# Hi



## TheGonz (Sep 10, 2009)

Hi all, new(ish) to the site, just been lurking for a while ya see. Felt like saying hi to you all as this is one of the only none abusive forums I have seen out there on the web so I wasn't scared to post.

Just returned to modeling (and wargaming) after about 15 years and have what I would consider for me, a rather large project on the board. I have found some really usefull info on this site which has helped me no end. So a big thanks and an even bigger hello!

Rob


----------



## imalko (Sep 10, 2009)

Yep, the amount of information on scale modeling and generally on WW2 aviation on this site is amazing. Very helpful. Hope to see some of your work in forum's modeling section.
Anyway, welcome and glad to have you with us mate.


----------



## Vic Balshaw (Sep 10, 2009)

G'day Gonz, modelling is great fun and welcome from down under.

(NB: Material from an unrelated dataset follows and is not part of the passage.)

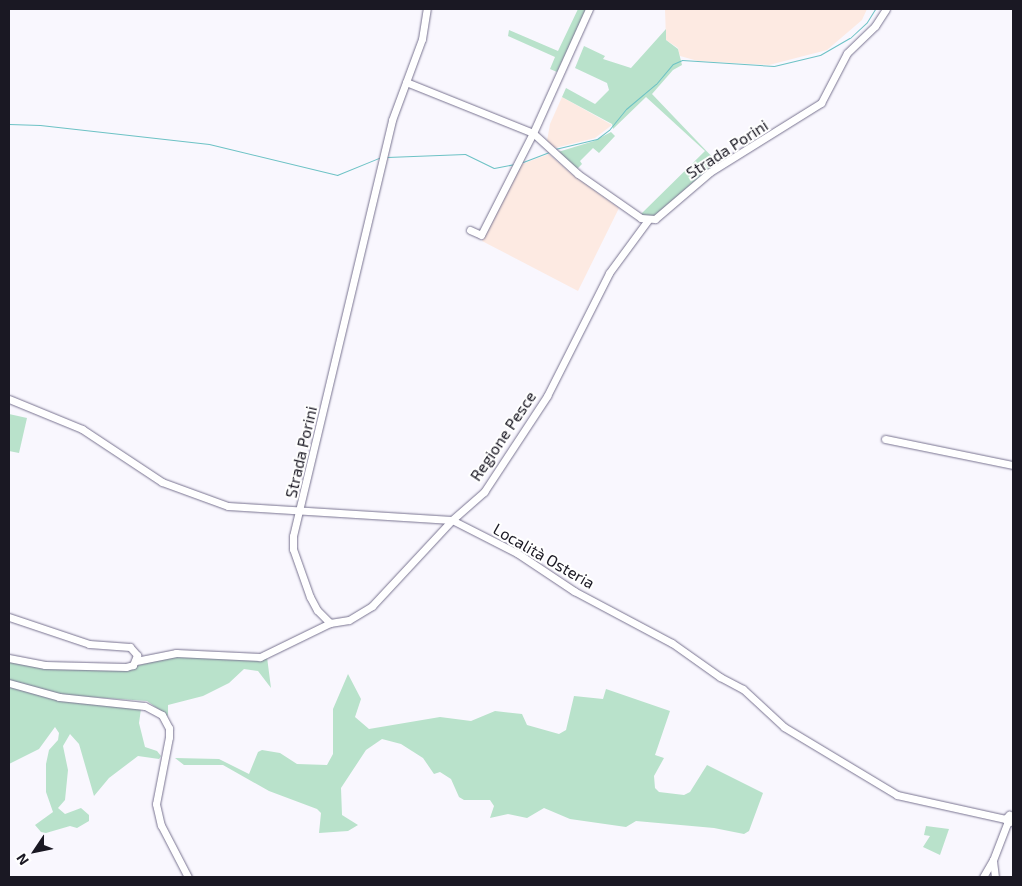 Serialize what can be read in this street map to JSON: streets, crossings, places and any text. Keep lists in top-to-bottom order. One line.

What's the project on the board?


----------



## Colin1 (Sep 10, 2009)

Oh my giddy aunt, another smoggie


----------



## TheGonz (Sep 10, 2009)

Hi, thanks for the replies. 

Seen as I no longer have any of my old models that I used to WG with I'm starting from scratch re building my British 8th Army. At the moment I have 20 AFV's in various stages of construction and 4 Spitfire Vb's (troops to follow when the painting starts).

The planes are a first for me so I'm taking my time and trying different techniques with each one whilst I find the way I'm most comfortable with. I have seen steady improvement in each one and am really looking forward to getting the main paint job started, especially seen as I have access to an airbrush now.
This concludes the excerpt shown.